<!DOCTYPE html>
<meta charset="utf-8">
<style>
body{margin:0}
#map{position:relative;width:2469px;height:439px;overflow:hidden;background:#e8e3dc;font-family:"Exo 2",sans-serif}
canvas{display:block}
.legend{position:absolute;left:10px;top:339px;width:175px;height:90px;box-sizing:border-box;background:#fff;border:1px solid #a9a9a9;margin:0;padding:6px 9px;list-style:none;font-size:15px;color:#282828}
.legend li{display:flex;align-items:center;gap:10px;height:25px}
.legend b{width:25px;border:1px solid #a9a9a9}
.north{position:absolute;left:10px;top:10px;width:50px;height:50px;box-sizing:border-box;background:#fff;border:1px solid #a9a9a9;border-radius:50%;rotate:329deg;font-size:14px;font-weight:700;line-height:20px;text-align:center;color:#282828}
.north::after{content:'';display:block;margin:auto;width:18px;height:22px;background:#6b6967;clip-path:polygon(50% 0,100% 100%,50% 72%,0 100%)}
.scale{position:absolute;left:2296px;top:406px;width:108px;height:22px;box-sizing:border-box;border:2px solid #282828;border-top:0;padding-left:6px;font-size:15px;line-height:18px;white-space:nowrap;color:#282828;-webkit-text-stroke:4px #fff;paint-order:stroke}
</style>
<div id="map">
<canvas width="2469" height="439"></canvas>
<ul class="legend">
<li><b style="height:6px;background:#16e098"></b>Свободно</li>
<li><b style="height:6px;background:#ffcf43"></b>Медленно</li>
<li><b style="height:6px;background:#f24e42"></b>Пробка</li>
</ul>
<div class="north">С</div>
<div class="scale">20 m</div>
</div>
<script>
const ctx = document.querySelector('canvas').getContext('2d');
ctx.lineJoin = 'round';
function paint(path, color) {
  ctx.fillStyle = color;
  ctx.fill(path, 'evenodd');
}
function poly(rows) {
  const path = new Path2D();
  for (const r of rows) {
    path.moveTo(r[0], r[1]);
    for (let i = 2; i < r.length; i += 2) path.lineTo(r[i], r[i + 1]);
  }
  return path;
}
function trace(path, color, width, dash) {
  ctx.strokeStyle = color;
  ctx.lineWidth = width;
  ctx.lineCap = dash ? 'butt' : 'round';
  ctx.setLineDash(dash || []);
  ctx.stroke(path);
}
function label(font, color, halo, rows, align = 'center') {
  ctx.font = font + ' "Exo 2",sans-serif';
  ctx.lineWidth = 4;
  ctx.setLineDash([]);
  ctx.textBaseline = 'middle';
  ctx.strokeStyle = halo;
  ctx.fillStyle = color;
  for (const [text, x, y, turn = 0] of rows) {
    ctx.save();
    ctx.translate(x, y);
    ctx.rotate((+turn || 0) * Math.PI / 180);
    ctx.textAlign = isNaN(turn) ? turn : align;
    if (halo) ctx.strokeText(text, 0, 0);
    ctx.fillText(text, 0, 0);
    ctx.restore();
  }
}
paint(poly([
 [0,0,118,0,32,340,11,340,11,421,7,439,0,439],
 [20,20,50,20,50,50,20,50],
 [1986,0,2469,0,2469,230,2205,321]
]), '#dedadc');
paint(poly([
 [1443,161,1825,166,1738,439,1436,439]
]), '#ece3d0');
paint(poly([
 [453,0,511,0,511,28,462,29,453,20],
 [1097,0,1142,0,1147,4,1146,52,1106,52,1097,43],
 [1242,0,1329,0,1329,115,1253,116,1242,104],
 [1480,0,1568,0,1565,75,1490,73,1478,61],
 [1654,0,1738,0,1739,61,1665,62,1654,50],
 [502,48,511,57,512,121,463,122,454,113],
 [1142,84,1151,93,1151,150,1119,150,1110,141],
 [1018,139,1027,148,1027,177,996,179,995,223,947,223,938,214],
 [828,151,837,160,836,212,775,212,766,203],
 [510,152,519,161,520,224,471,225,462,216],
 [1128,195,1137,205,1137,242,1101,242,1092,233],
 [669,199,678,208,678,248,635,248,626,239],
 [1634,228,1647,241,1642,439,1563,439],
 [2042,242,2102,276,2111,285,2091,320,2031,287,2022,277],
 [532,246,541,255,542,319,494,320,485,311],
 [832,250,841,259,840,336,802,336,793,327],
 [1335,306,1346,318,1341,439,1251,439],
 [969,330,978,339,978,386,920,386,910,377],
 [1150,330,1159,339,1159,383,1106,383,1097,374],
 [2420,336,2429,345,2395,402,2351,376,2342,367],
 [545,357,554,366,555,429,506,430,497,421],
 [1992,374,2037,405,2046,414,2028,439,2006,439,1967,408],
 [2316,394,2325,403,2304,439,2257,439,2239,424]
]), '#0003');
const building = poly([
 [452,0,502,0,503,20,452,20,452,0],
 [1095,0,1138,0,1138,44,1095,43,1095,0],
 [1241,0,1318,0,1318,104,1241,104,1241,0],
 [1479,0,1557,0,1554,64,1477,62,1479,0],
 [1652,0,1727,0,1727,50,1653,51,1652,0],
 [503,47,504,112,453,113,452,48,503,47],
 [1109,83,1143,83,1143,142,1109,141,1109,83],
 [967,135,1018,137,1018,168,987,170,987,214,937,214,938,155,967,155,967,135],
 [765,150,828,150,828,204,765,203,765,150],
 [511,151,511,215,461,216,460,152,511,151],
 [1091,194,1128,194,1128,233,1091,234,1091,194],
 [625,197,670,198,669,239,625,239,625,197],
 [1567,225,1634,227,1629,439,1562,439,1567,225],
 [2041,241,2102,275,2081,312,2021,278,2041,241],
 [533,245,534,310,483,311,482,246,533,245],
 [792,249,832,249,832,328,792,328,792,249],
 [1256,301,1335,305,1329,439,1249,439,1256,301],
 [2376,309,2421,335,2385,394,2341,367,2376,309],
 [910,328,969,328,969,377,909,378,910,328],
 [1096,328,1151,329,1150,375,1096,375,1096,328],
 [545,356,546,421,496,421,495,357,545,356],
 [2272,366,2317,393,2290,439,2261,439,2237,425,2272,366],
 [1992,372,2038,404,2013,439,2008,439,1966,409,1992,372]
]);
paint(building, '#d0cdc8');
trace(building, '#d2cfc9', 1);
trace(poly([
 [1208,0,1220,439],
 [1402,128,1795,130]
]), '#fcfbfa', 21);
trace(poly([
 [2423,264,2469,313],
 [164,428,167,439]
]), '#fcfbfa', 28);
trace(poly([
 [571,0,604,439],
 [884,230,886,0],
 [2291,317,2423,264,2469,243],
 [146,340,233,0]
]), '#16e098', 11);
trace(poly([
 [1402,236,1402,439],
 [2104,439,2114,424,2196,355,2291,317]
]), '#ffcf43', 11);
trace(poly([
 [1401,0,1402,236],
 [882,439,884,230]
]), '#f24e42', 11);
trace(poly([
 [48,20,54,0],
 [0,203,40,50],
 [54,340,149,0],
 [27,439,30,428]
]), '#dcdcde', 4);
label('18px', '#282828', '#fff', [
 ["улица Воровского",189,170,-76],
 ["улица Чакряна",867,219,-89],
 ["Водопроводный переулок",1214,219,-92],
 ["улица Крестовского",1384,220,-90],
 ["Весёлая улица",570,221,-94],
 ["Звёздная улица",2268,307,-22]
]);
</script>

════

Retype word for word everything in the listing above from the line that holds "ctx.lineWidth = 4;" down to the line that holds "[1986,0,2469,0,2469,230,2205,321]". Keep both end lines and leave out the rest.

  ctx.lineWidth = 4;
  ctx.setLineDash([]);
  ctx.textBaseline = 'middle';
  ctx.strokeStyle = halo;
  ctx.fillStyle = color;
  for (const [text, x, y, turn = 0] of rows) {
    ctx.save();
    ctx.translate(x, y);
    ctx.rotate((+turn || 0) * Math.PI / 180);
    ctx.textAlign = isNaN(turn) ? turn : align;
    if (halo) ctx.strokeText(text, 0, 0);
    ctx.fillText(text, 0, 0);
    ctx.restore();
  }
}
paint(poly([
 [0,0,118,0,32,340,11,340,11,421,7,439,0,439],
 [20,20,50,20,50,50,20,50],
 [1986,0,2469,0,2469,230,2205,321]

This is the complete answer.